И правда, почти в центре строительной площадки виден был какой-то знак. «Да, конечно, это чей-то след… Только вот чей — птица или зверь? И как он туда попал?»
Старик стал искать глазами, слезящимися от белизны и беспомощности, кто же мог оставить такой след. Сколько раз в своей жизни он его видел! И мальчишкой-батраком, и потом, когда вырос, за лагерными заграждениями, и через форточку румынской военной казармы, — как будто пушистая стрела вонзилась в мягкий рыхлый снег, взвилась и через три-четыре шага снова опустилась, как пика, нырнула и зарылась в сугроб.
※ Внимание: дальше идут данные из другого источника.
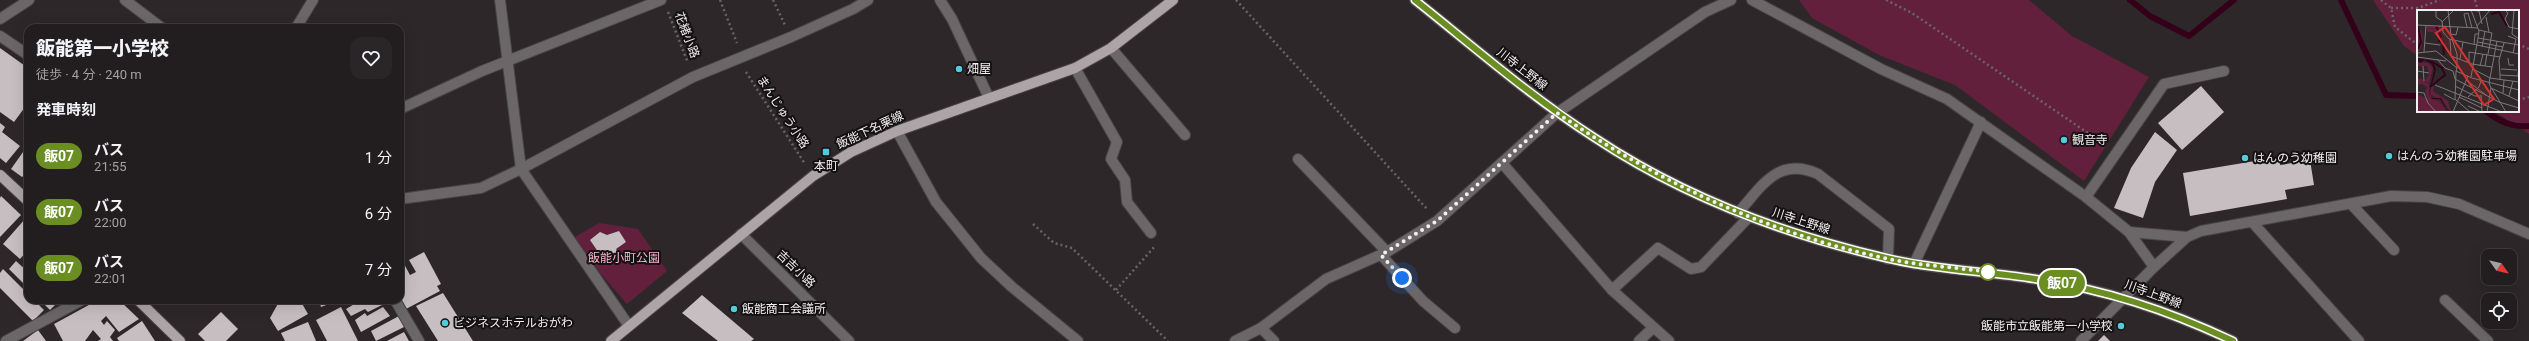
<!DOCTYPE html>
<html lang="ja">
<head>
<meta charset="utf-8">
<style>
  body { margin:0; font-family:Roboto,"Noto Sans JP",sans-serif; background:#2a2628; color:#f1f3f6; height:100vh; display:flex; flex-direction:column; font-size:15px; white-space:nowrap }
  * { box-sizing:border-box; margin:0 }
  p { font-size:13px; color:#a2a2a4 }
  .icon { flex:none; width:22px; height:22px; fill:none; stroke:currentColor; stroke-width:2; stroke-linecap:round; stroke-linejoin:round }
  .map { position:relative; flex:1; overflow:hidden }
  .side { position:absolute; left:24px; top:24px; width:380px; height:280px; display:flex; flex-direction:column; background:#221d1f; border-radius:12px; box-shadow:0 4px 16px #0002,0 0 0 1px #3f3b3d }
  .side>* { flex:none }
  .badge { padding:0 8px; border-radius:13px; font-size:14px; line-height:26px }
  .needle { width:26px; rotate:124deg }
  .fabs { position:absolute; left:2481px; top:249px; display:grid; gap:8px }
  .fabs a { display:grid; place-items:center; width:36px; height:36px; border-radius:8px; background:#221d1f; box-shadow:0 4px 16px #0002,0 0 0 1px #3f3b3d; font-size:20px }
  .you { position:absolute; width:20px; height:20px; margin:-10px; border:3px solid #fff; border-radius:50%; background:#1a73e8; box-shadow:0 0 0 6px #1a73e833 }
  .map>.badge { position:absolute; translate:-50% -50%; box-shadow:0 0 0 2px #fff }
  h2 { padding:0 12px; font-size:15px; line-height:36px }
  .round { display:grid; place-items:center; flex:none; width:42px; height:42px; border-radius:12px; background:#2a2628 }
  .headline { display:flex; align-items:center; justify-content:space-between; height:68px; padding:0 12px }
  h1 { font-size:19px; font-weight:800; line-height:30px }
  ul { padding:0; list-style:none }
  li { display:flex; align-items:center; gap:12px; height:56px; padding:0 12px }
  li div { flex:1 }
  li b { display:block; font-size:15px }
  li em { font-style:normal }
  li .badge { min-width:44px; font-weight:700; text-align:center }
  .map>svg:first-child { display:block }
  .green { fill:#62203d }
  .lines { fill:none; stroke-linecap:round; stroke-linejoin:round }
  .stream { stroke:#340019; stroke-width:6 }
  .building { fill:#c7bec1 }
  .minor-casing { stroke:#4a4345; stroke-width:12 }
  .major-casing { stroke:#4a4345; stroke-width:12 }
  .path { stroke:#6a6466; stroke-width:2.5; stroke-dasharray:2 3; stroke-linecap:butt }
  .minor { stroke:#6b6768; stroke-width:10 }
  .major { stroke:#aca4a7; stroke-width:10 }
  .line-casing { stroke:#fff; stroke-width:9 }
  .line { stroke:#6b8e23; stroke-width:6 }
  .walk { stroke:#f3eef0; stroke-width:4; stroke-dasharray:0 7.2 }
  .poi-dot { fill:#52cbda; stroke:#141112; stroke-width:1.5 }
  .stop-dot { fill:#fff; stroke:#6b8e23; stroke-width:2 }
  .labels { text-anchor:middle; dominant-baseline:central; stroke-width:4; stroke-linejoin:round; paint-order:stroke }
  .street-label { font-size:12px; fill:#f3eef0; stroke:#141112 }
  .poi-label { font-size:12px; fill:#f3eef0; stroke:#141112; text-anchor:start }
  .park-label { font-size:12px; fill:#f9b3cc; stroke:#141112 }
  .inset-river { fill:none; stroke:#340019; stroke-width:2 }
  .inset-road { fill:none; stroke:#7d7779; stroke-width:1 }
  .view { fill:#d73232; fill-opacity:0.15; stroke:#d73232; stroke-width:2 }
  .inset-edge { fill:none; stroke:#f3eef0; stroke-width:2 }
</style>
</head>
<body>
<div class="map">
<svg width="2529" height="341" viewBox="0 0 2529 341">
  <rect width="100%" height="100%" fill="#2e2729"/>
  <g class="green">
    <polygon points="1799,0 2029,0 2072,36 2149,77 2084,181 1955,85 1879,55 1812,18"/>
    <polygon points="2373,0 2529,0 2529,134 2494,111 2518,111 2518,11 2418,11 2418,56 2404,46"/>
    <polygon points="599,223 638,229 667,271 627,304 600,273 575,237"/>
  </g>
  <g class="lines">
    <g class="stream">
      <polyline points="2130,0 2150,16 2189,36 2234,0"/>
      <polyline points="2341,0 2386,95 2418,96"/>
      <path d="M2486,111C2499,121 2512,128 2529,126"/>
    </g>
  </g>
  <g class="building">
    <polygon points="0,48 28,68 28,103 14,122 0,112"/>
    <polygon points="2201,86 2224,112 2182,150 2158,123"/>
    <polygon points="0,123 5,127 2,132 20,146 6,163 0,158"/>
    <polygon points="2155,132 2177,150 2155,182 2143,218 2114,208 2131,168"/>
    <polygon points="28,145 28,172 22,177 11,169"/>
    <polygon points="2279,157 2280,165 2310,160 2314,185 2285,190 2287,199 2190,216 2183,173"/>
    <polygon points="1,196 21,215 0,237 0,198"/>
    <polygon points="25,219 28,221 28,250 20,259 3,244"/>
    <polygon points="619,231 626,242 616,249 619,253 605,262 590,240 600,232 607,235"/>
    <polygon points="424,252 441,284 437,286 440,291 406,309 400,296 400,264 403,262 410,275 416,272 409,260"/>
    <polygon points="16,261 28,272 28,288 9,269"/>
    <polygon points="3,269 28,294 28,300 34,300 44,310 33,321 0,288 0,273"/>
    <polygon points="443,293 473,341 438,341 416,306"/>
    <polygon points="702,295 754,339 751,341 718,341 682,313"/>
    <polygon points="40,300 56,300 58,302 50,310"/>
    <polygon points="98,300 119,300 139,319 119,332 106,316 101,321 104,325 107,321 115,330 110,337 113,341 98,341 101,339 93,330 85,341 63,341 54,324"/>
    <polygon points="280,300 300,300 308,314 278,331 270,318"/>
    <polygon points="319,300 339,300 321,307"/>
    <polygon points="361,300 392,300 368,312 365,309 351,316 346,309"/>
    <polygon points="341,307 358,341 327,341 316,320"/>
    <polygon points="383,307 390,316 361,332 355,320 365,313 367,316"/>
    <polygon points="221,312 238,329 226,341 205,341 198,334"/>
    <polygon points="399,316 404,327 376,341 371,331"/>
    <polygon points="142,321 155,341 119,341 117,338"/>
    <polygon points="308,322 316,341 285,341 281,333"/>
    <polygon points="38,330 46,341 23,341"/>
    <polygon points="404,332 409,341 387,341"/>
    <polygon points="2104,335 2110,341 2098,341"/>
  </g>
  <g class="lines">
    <defs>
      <g id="minor">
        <polyline points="125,0 162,28"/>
        <polyline points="500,0 521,169 629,326"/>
        <polyline points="940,0 952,19 989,98"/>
        <path d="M1415,0C1474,47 1531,97 1595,138C1684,197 1783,234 1886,258C1935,270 1986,271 2035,279C2107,290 2167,310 2233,341"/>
        <polyline points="1752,0 1881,69 1947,99 2086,197 2129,232 2154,267"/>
        <polyline points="0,19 29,0"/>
        <polyline points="296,28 313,0"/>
        <polyline points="0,36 28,55"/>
        <polyline points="1111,48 1185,135"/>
        <polyline points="1075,68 1117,142 1111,159 1125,180 1127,202 1151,233"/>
        <polyline points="400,109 482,71 661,0"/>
        <polyline points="897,131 936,202 981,258 1012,287 1078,341"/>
        <polyline points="1298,159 1387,252"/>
        <polyline points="1502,163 1612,290 1669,341"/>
        <polyline points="2086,197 2164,84 2224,71"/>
        <polyline points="400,199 481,188 521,169 693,77 791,37 853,9 868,0"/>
        <polyline points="2351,204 2394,250"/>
        <path d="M1738,213C1762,186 1778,156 1818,174L1889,229L1888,259"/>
        <polyline points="2253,223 2359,341"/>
        <polyline points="2129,232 2187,237"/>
        <polyline points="741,234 849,341"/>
        <polyline points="1381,255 1423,301 1455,328"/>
        <polyline points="1914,264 1981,122"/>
        <polyline points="1612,290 1658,248 1691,269 1701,267 1748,218"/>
        <polyline points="395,300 419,341"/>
        <polyline points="2445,300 2488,341"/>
        <polyline points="1261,328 1274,341"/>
        <polyline points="6,341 82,300"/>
        <polyline points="1235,341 1261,328 1326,279 1387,252 1437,221 1557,113 1705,12 1731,0"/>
        <polyline points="1639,341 1653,328"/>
        <polyline points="2081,341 2154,267 2187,237 2201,231 2391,196 2427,197 2459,204 2529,234"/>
      </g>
      <g id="major">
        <polyline points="0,175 28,201"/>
        <polyline points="138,300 180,341"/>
        <polyline points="611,341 813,176 851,152 897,131 1075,68 1111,48 1173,0"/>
      </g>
    </defs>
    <use href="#minor" class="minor-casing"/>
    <use href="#major" class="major-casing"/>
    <g class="path">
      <polyline points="720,0 737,43"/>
      <polyline points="773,0 785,25"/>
      <polyline points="1236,0 1427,209"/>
      <polyline points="1886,0 1912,13 2104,144"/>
      <polyline points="2381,0 2391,8 2395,27 2418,45"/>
      <polyline points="2475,0 2478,11"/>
      <polyline points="2391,8 2418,8 2440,0"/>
      <polyline points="668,12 688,63"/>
      <polyline points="2518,44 2529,49"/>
      <polyline points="746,72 805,164"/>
      <polyline points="2518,100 2529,97"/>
      <polyline points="1033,224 1054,243 1072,248 1168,341"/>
      <polyline points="1116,290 1155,246"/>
    </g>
    <use href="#minor" class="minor"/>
    <use href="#major" class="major"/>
  </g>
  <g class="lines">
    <defs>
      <path id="line" d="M1415,0C1474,47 1531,97 1595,138C1684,197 1783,234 1886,258C1935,270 1986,271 2035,279C2106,290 2167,310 2233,341"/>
    </defs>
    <use href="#line" class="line-casing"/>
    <use href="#line" class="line"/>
    <path class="walk" d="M1402,278L1381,255L1437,221L1557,113C1659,182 1768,234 1889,259C1922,266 1955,267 1988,272"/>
  </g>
  <g class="poi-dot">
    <circle cx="959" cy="69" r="4"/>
    <circle cx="2064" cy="140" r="4"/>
    <rect x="822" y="148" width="8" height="8" rx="2"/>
    <circle cx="2389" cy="156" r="4"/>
    <circle cx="2245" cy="158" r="4"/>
    <circle cx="734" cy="309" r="4"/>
    <circle cx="445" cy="323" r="4"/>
    <circle cx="2121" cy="326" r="4"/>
  </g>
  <circle class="stop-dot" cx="1988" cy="272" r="8"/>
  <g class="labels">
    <g class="street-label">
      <text transform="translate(687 35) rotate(69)">花緒小路</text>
      <text transform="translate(1522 69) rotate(38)">川寺上野線</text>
      <text transform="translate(783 112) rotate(57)">まんじゅう小路</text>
      <text transform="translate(870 130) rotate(-25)">飯能下名栗線</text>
      <text transform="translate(1801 221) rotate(18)">川寺上野線</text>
      <text transform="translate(796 269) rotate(44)">吉吉小路</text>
      <text transform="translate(2153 294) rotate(20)">川寺上野線</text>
    </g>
    <g class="poi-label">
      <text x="967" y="69">畑屋</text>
      <text x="2072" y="140">観音寺</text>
      <text x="2397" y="156">はんのう幼稚園駐車場</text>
      <text x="2253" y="158">はんのう幼稚園</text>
      <text x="826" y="166" text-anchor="middle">本町</text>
      <text x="742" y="309">飯能商工会議所</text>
      <text x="453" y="323">ビジネスホテルおがわ</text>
      <text x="2113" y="326" text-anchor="end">飯能市立飯能第一小学校</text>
    </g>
    <g class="park-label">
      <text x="624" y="258">飯能小町公園</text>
    </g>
  </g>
  <g transform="translate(2417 10)">
    <rect width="102" height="102" fill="#2e2729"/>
    <path d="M24,15L21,28L16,22H10V16ZM0,19L5,20L6,30L3,41H0L2,34ZM0,52L11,53L16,58L12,73L8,71L12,64L10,56H0ZM3,68L12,74L14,88L22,91L30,102H0V84L11,89L8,82L10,77L5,74L0,75V69ZM17,75L16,81L31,91L34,102L24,91L14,85L13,77Z" fill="#62203d"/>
    <path d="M0,48L16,51L19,60L12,84L15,88H24L32,102L23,89H15L12,83L17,60L15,54L7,50L4,53L0,51Z" fill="#340019"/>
    <path class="inset-river" d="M74,4L82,2L90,16M1,16L4,32L1,39M19,16L24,26L22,31L26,32L27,45M13,77L28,65L25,58L16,52"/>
    <path class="inset-road" d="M19,0V7L25,11L26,22L32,29L102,44M31,0L34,26L40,44V58M51,0L62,1L65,14M54,0L62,21L61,28L102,35M88,0L91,3L88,9L92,17L102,19M97,0L95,24L102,29M69,7L72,22M25,12L37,0M0,15L61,18M60,16L73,0M50,17L47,4L51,3L55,18M62,20L75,23L71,44M34,24L39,25L41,17M91,26L99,29L96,43M33,29L34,46L55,54L75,57M61,32L86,37M8,33L23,35M57,35L58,24H62M65,37L68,21M7,42L9,15M0,43L19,41L40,58L39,61L55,68L102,80M58,43L83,47M0,47L29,51M91,48L92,55H97M20,49L28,58L36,61L38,69L82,92L102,98M43,49L46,32M52,53V42L58,43M6,56L7,71M63,56L66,44M68,56L70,44M56,59L73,68M84,59L100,60M0,61L12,63M39,61L38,89L53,102M83,65L82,50L87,33M101,66L102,54M54,67L61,28M73,68L102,72M49,70L69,85M83,70V65L102,66M72,73L80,31M18,75L85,102M38,76L58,86H64M74,78L102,91M75,79L89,102M0,82L7,83L11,93L19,102M86,83L87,70M27,84L38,90M64,85L65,102M92,86L96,71M42,87L65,98M51,87L62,77L64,71M51,96L64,102M36,102L51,66M70,102L74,78L72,73"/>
    <path class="view" d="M28,17L77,89L67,95L19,23Z"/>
    <rect width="102" height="102" class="inset-edge"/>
  </g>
</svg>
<div class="fabs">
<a><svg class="needle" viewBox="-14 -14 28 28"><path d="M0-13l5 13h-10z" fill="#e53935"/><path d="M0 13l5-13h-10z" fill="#a2a2a4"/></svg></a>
<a><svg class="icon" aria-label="locate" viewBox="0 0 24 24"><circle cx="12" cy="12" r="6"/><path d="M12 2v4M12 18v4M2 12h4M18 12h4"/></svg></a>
</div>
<div class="you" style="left:1402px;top:278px"></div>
<b class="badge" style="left:2062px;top:283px;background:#6b8e23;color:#fff">飯07</b>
<section class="side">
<div class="headline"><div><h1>飯能第一小学校</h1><p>徒歩 · 4 分 · 240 m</p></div><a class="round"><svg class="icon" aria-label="heart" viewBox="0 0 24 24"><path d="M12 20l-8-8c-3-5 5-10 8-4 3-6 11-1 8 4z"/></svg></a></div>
<h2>発車時刻</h2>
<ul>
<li><span class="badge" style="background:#6b8e23;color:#fff">飯07</span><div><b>バス</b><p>21:55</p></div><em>1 分</em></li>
<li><span class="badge" style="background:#6b8e23;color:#fff">飯07</span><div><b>バス</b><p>22:00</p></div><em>6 分</em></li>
<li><span class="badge" style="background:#6b8e23;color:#fff">飯07</span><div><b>バス</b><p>22:01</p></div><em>7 分</em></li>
</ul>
</section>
</div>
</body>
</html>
По-кротовьи прошмыгнула по скрытым ходам-переходам и выкарабкалась чуть подальше, оставила три точечки и опять исчезла… Смотришь — вроде кто-то пытался взлететь. Или только кажется? А еще подальше словно не стрела уже и не пика, а кто-то слегка, еле заметно, начертил овальный знак…
«Зверь или птица на одной ноге… Птица-зверь на костыле… искалеченная побежала…»
— Ой ты… ой, я… — произнес он чуть слышно, скорее даже вздохом выкрикнул, поднял руку, словно хотел что-то схватить перед собой, да так и побрел к дому.
«Да, и впереди она… смотрю, и сзади», — оглянулся Кирпидин.
Казалось, всю жизнь плелась за ним эта одноногая птица-зверь со своим костылем.